--- Action item ---
The required output is the lines below from the line containing "display:grid; place-content:center; width:78px;" to the line containing "position:absolute; display:grid; place-items:center;", inclusive, retyped exactly. No other lines belong in it.

☆ ☆ ☆ ☆

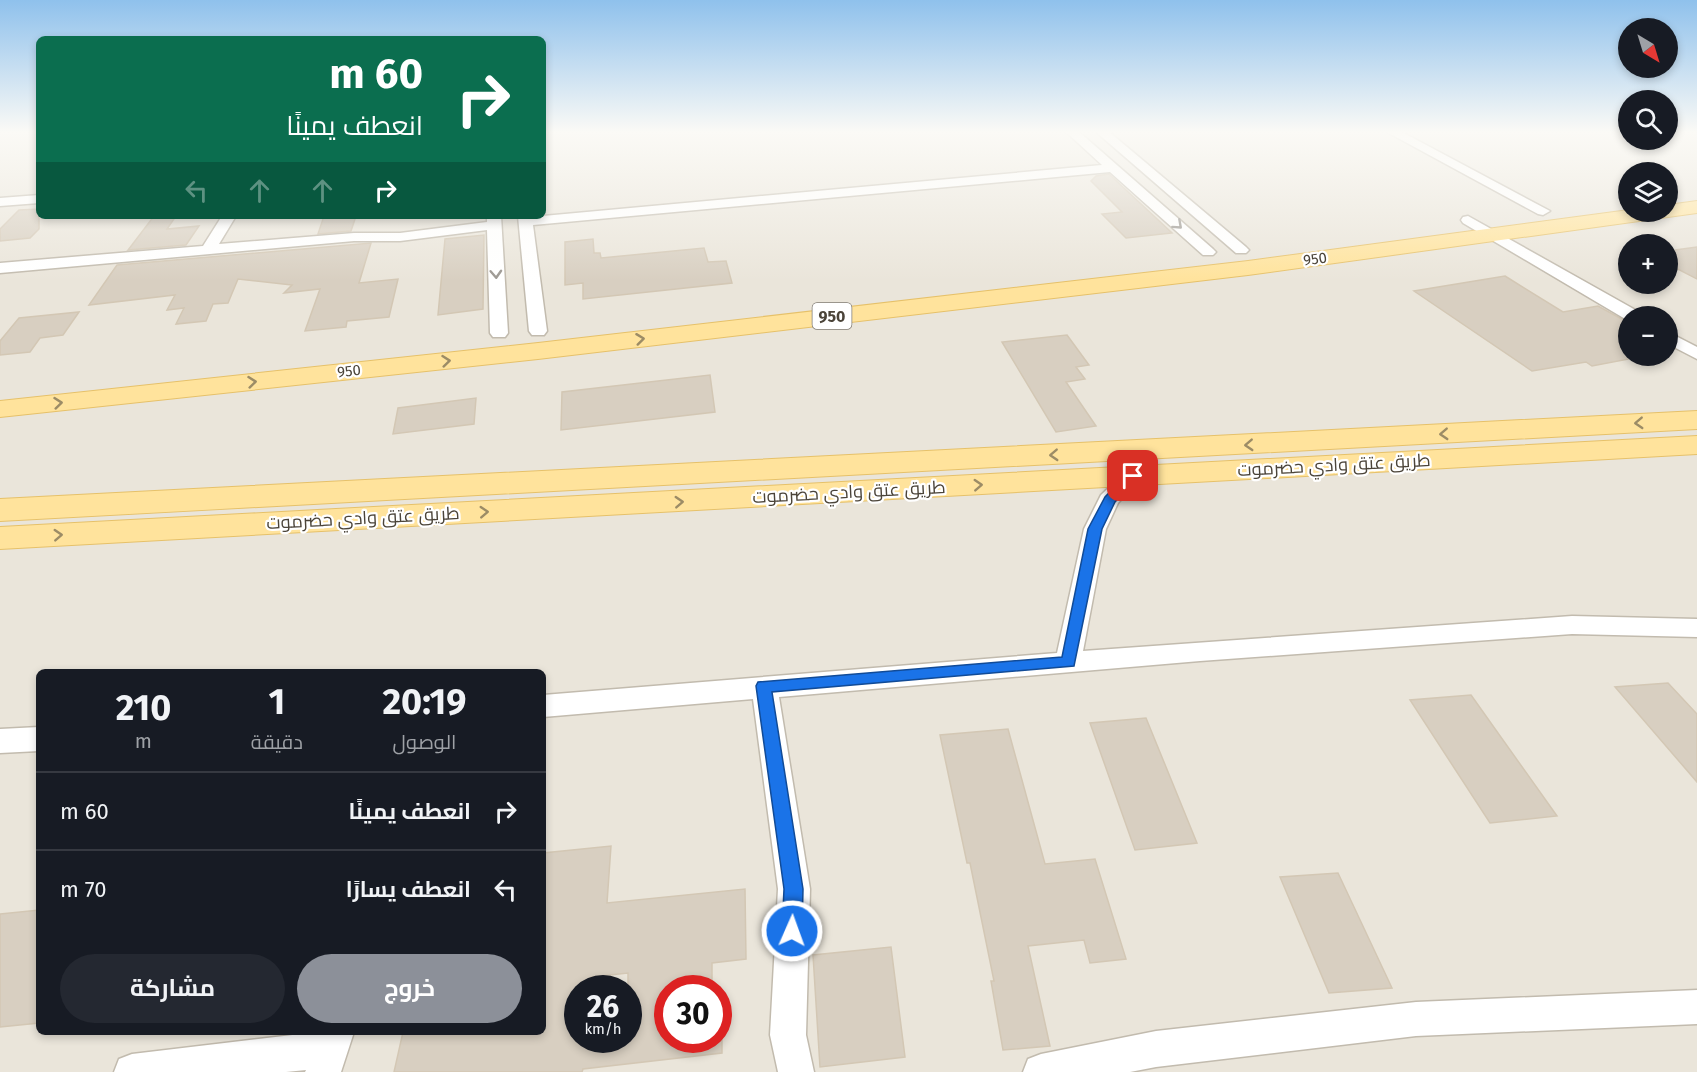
<!DOCTYPE html>
<html lang="ar">
<head>
<meta charset="utf-8">
<style>
  :root { --surface:#171b24; --page:#242831; --text:#f1f3f6; --muted:#9ea1a6; --line:#363941; --accent:#8c9099 }
  body { margin:0; font-family:"Fira Sans",Cairo,sans-serif; background:var(--page); color:var(--text); direction:rtl; height:100vh; display:flex; flex-direction:column; font-size:22px; white-space:nowrap }
  * { box-sizing:border-box; margin:0 }
  p { font-size:20px; color:var(--muted) }
  .icon { flex:none; width:33px; height:33px; fill:none; stroke:currentColor; stroke-width:2; stroke-linecap:round; stroke-linejoin:round }
  .map { position:relative; flex:1; overflow:hidden; direction:ltr }
  .sheet { position:absolute; left:36px; top:669px; width:510px; height:366px; display:flex; flex-direction:column; background:var(--surface); border-radius:9px; box-shadow:0 3px 9px #0003; direction:rtl }
  .sheet>* { flex:none }
  .top-card { position:absolute; left:36px; top:36px; width:510px; height:183px; border-radius:9px; box-shadow:0 3px 9px #0003; direction:rtl; background:#0b6e4f; color:#fff; overflow:hidden }
  .needle { width:39px; rotate:142deg }
  .tools { position:absolute; left:1618px; top:18px; display:grid; gap:12px }
  .tools a { display:grid; place-items:center; width:60px; height:60px; border-radius:50%; background:var(--surface); box-shadow:0 3px 9px #0003; font-size:30px }
  .speed { position:absolute; left:564px; top:975px; display:flex; gap:12px; font-size:30px; font-weight:700; text-align:center }
  .speed>* { display:grid; place-content:center; width:78px; height:78px; border-radius:50%; background:var(--surface); box-shadow:0 3px 9px #0003; line-height:1 }
  .speed small { font-size:15px; font-weight:400 }
  .speed .limit { border:9px solid #d22; background:#fff; color:#111 }
  .pin { position:absolute; display:grid; place-items:center; width:51px; height:51px; color:#fff; margin:-26px; border-radius:12px; box-shadow:0 3px 9px #0006 }
  .me { position:absolute; width:66px; margin:-33px; rotate:2deg; stroke-linejoin:round; filter:drop-shadow(0 0 4px #0008) }
  .turn { display:flex; align-items:center; gap:21px; height:126px; padding:0 24px; font-size:27px }
  .turn .icon { width:78px; height:78px; stroke-width:2.5 }
  .turn b { display:block; font-size:42px; line-height:51px }
  .lanes { display:flex; align-items:center; height:57px; padding:0 24px; background:#0003; justify-content:center; gap:30px; direction:ltr }
  .lanes .off { opacity:.35 }
  .eta { display:flex; justify-content:space-evenly; align-items:center; height:102px; text-align:center }
  .eta b { font-size:36px; font-weight:700; line-height:42px }
  .cta { display:flex; gap:12px; margin-top:auto; padding:12px 24px }
  .cta a { flex:1; height:69px; border-radius:36px; background:var(--accent); color:#fff; font-size:24px; font-weight:700; line-height:69px; text-align:center }
  .cta a+a { background:var(--page); color:var(--text) }
  ul { padding:0; list-style:none }
  li { display:flex; align-items:center; gap:18px; height:78px; padding:0 24px; border-top:2px solid var(--line) }
  li div { flex:1 }
  li b { display:block; font-size:22px }
  li em { font-style:normal }
  .map>svg:first-child { display:block }
  .residential { fill:#eae5da; fill-rule:evenodd }
  .building { fill:#d8cfc1; stroke:#d3c7b4; stroke-width:1.5; fill-rule:evenodd }
  .lines { fill:none; stroke-linecap:round; stroke-linejoin:round }
  .street-casing { stroke:#c2bbae; stroke-width:3 }
  .primary-casing { stroke:#e6c16a; stroke-width:2 }
  .street { fill:#fff; fill-rule:evenodd }
  .primary { fill:#ffe39c; fill-rule:evenodd }
  .oneway { stroke:#9c9892 }
  .oneway2 { stroke:#9c8c66 }
  .route { fill:#1a73e8; stroke:#114b97; stroke-width:1.5 }
  .labels { text-anchor:middle; dominant-baseline:central; stroke-width:4.5; stroke-linejoin:round; paint-order:stroke }
  .far-street-label { font-size:15px; fill:#4b4439; stroke:#fff }
  .shield { fill:#fff; stroke:#817c74; stroke-width:1.5 }
  .shield-label { font-size:16px; font-weight:bold; fill:#4b4439 }
  .street-label { font-size:18px; fill:#4b4439; stroke:#fff }
</style>
</head>
<body>
<div class="map">
<svg width="1697" height="1072" viewBox="0 0 1697 1072">
  <rect width="100%" height="100%" fill="#f6f3ec"/>
  <!-- residential -->
  <path class="residential" d="M0 131H39V216H543V131H1629V140H1668V131H1697V1072H0ZM1629 172H1668V212H1629ZM1629 244H1668V284H1629ZM1629 316H1668V356H1629ZM39 672H543V1032H39ZM578 988H628V1040H578ZM668 988H718V1040H668Z"/>
  <!-- building -->
  <path class="building" d="M1109 174 1172 233 1126 238 1102 214 1122 212 1091 181 1096 176Z
    M39 209V229L30 238 0 241V229L19 210Z
    M154 216H176L167 229 199 226 186 245 128 250Z
    M324 216H356L351 231 318 234Z
    M484 235 483 309 438 315 445 239Z
    M593 239 594 253H600L601 258 704 248 708 262 726 261 732 283 583 299V283L565 285V242Z
    M371 243 359 283 398 279 389 317 347 321 346 327 305 331 320 289 284 293 292 285 238 279 228 303 213 304 206 321 176 324 184 308 167 310 175 295 89 305 117 265Z
    M1697 247V279L1668 264V251Z
    M1505 276 1563 312 1598 306 1629 323V359L1592 366 1586 362 1532 371 1414 291Z
    M79 312 63 335 40 338 30 352 0 355V341L19 318Z
    M1067 335 1089 365 1076 367 1085 379 1066 382 1096 426 1056 432 1002 342Z
    M710 375 715 412 561 430 562 392Z
    M476 398 474 424 393 434 398 408Z
    M1668 683 1697 714V782L1615 687Z
    M1471 695 1557 816 1490 823 1410 700Z
    M1146 718 1197 843 1135 850 1090 723Z
    M1008 729 1045 864 1095 859 1126 959 1090 963 1084 940 1028 946 1050 1046 1003 1050 991 981H994L970 863H967L940 735Z
    M611 846 607 903 745 889 746 959 712 963V988H668V1040H722V1053L583 1069 582 1072H394L403 1032H543V853ZM628 973V1040H578V988H590L591 977Z
    M1338 873 1392 988 1329 993 1280 877Z
    M39 910V1023L0 1027V914Z
    M891 947 905 1057 820 1067 813 955Z"/>
  <g class="lines">
    <defs>
      <path id="street" d="M1065 131H1078L1213 249 1216 252 1213 255H1203L1110 172 533 225 547 331 544 335H532L529 331 518 216H543L1102 165Z
        M1095 131H1108L1246 247 1249 250 1246 253H1236Z
        M1385 131H1400L1550 211 1543 215 1538 214Z
        M39 195V203L0 206V198Z
        M222 216H236L219 244 354 233H400L487 222V216H501L508 333 505 337H493L490 333 487 230 400 241H354L0 273V263L203 246Z
        M1468 216 1639 312 1641 316H1629V320H1627L1463 223 1461 220 1463 217Z
        M1668 332 1697 347V359L1668 344Z
        M1133 469 1140 471 1143 476 1118 503 1106 529 1083 651 1572 616 1697 619V637L1572 634 1200 661 779 697 810 889 806 1035 814 1072H778L770 1035 778 889 753 699 543 717V695L1057 653 1084 529 1101 495 1126 471Z
        M39 727V751L0 753V729Z
        M1697 990V1024L1416 1036 1156 1067 1130 1072H1023L1028 1059 1041 1054 1156 1031 1416 1002Z
        M318 1032H354L341 1072H305L306 1070 286 1072H114L119 1059 132 1054Z"/>
      <path id="primary" d="M1697 201V213L1248 275 538 359 0 417V401L538 343 1248 261 1629 210 1668 212V205Z
        M1697 411V429L0 521V499Z
        M1697 436V454L0 549V527Z"/>
    </defs>
    <!-- street casing -->
    <use href="#street" class="street-casing"/>
    <!-- primary casing -->
    <use href="#primary" class="primary-casing"/>
    <!-- street -->
    <use href="#street" class="street"/>
    <!-- primary -->
    <use href="#primary" class="primary"/>
  </g>
  <!-- one-way arrows -->
  <defs><path id="oneway-chevron" d="M-2-3.5L2.5 0L-2 3.5" fill="none" stroke-width="1.6" stroke-linecap="round" stroke-linejoin="round" transform="scale(1.5)"/></defs>
  <g class="oneway">
    <use href="#oneway-chevron" transform="translate(1178 225) rotate(42)"/>
    <use href="#oneway-chevron" transform="translate(496 274) rotate(87)"/>
  </g>
  <g class="oneway2">
    <use href="#oneway-chevron" transform="translate(640 339) rotate(-7)"/>
    <use href="#oneway-chevron" transform="translate(446 361) rotate(-6)"/>
    <use href="#oneway-chevron" transform="translate(252 382) rotate(-6)"/>
    <use href="#oneway-chevron" transform="translate(58 403) rotate(-6)"/>
    <use href="#oneway-chevron" transform="translate(1639 423) rotate(177)"/>
    <use href="#oneway-chevron" transform="translate(1444 434) rotate(177)"/>
    <use href="#oneway-chevron" transform="translate(1249 445) rotate(177)"/>
    <use href="#oneway-chevron" transform="translate(1054 455) rotate(177)"/>
    <use href="#oneway-chevron" transform="translate(978 485) rotate(-3)"/>
    <use href="#oneway-chevron" transform="translate(679 502) rotate(-3)"/>
    <use href="#oneway-chevron" transform="translate(484 512) rotate(-3)"/>
    <use href="#oneway-chevron" transform="translate(58 535) rotate(-3)"/>
  </g>
  <!-- sky -->
  <linearGradient id="sky" x2="0" y2="1"><stop stop-color="#8fc1ec"/><stop offset="0.47" stop-color="#fbfaf6"/><stop offset="1" stop-color="#fbfaf6" stop-opacity="0"/></linearGradient>
  <rect width="1697" height="281" fill="url(#sky)"/>
  <!-- route -->
  <path class="route" d="M1133 472 1139 476 1115 502 1102 529 1074 666 772 692 803 889 802 931 799 938 792 941 785 938 782 931 784 889 756 686 758 682 1062 657 1088 529 1105 497 1128 473Z"/>
  <g class="labels">
    <!-- far-street labels -->
    <g class="far-street-label">
      <text transform="translate(1315 259) rotate(-8)">950</text>
      <text transform="translate(349 371) rotate(-6)">950</text>
    </g>
    <!-- shield labels -->
    <rect class="shield" x="812.5" y="303" width="39" height="26" rx="4.5"/>
    <g class="shield-label">
      <text x="832" y="316">950</text>
    </g>
    <!-- street labels -->
    <g class="street-label">
      <text transform="translate(1334 465) rotate(-3)">طريق عتق وادي حضرموت</text>
      <text transform="translate(849 492) rotate(-3)">طريق عتق وادي حضرموت</text>
      <text transform="translate(363 518) rotate(-3)">طريق عتق وادي حضرموت</text>
    </g>
  </g>
</svg>
<div class="tools">
<a><svg class="needle" viewBox="-14 -14 28 28"><path d="M0-13l5 13h-10z" fill="#e53935"/><path d="M0 13l5-13h-10z" fill="#9ea1a6"/></svg></a>
<a><svg class="icon" aria-label="search" viewBox="0 0 24 24"><circle cx="10" cy="10" r="6"/><path d="M15 15l6 6"/></svg></a>
<a><svg class="icon" aria-label="layers" viewBox="0 0 24 24"><path d="M12 4l9 5-9 5-9-5zM3 14l9 5 9-5"/></svg></a>
<a>+</a>
<a>−</a>
</div>
<div class="speed"><div>26<small>km/h</small></div><div class="limit">30</div></div>
<div class="pin" style="left:1133px;top:476px;background:#d93025"><svg class="icon" aria-label="arrive" viewBox="0 0 24 24"><path d="M6 21V4h12l-3 4 3 4H6"/></svg></div>
<svg class="me" style="left:792px;top:931px" viewBox="-20 -20 40 40"><circle r="17" fill="#1a73e8" stroke="#fff" stroke-width="3"/><path d="M0-11L8 9 0 5-8 9z" fill="#fff"/></svg>
<div class="top-card">
<div class="turn"><svg class="icon" aria-label="right" viewBox="0 0 24 24"><path d="M7 20v-9h11M14 6l5 5-5 5"/></svg><div><b>60 m</b>انعطف يمينًا</div></div>
<div class="lanes"><svg class="icon off" aria-label="left" viewBox="0 0 24 24"><path d="M17 20v-9H6M10 6l-5 5 5 5"/></svg><svg class="icon off" aria-label="ahead" viewBox="0 0 24 24"><path d="M12 20V5M6 11l6-6 6 6"/></svg><svg class="icon off" aria-label="ahead" viewBox="0 0 24 24"><path d="M12 20V5M6 11l6-6 6 6"/></svg><svg class="icon" aria-label="right" viewBox="0 0 24 24"><path d="M7 20v-9h11M14 6l5 5-5 5"/></svg></div>
</div>
<section class="sheet">
<div class="eta">
<div><b>20:19</b><p>الوصول</p></div>
<div><b>1</b><p>دقيقة</p></div>
<div><b>210</b><p>m</p></div>
</div>
<ul>
<li><svg class="icon" aria-label="right" viewBox="0 0 24 24"><path d="M7 20v-9h11M14 6l5 5-5 5"/></svg><div><b>انعطف يمينًا</b></div><em>60 m</em></li>
<li><svg class="icon" aria-label="left" viewBox="0 0 24 24"><path d="M17 20v-9H6M10 6l-5 5 5 5"/></svg><div><b>انعطف يسارًا</b></div><em>70 m</em></li>
</ul>
<div class="cta"><a>خروج</a><a>مشاركة</a></div>
</section>
</div>
</body>
</html>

☆ ☆ ☆ ☆

--- Answer to the problem ---
  .speed>* { display:grid; place-content:center; width:78px; height:78px; border-radius:50%; background:var(--surface); box-shadow:0 3px 9px #0003; line-height:1 }
  .speed small { font-size:15px; font-weight:400 }
  .speed .limit { border:9px solid #d22; background:#fff; color:#111 }
  .pin { position:absolute; display:grid; place-items:center; width:51px; height:51px; color:#fff; margin:-26px; border-radius:12px; box-shadow:0 3px 9px #0006 }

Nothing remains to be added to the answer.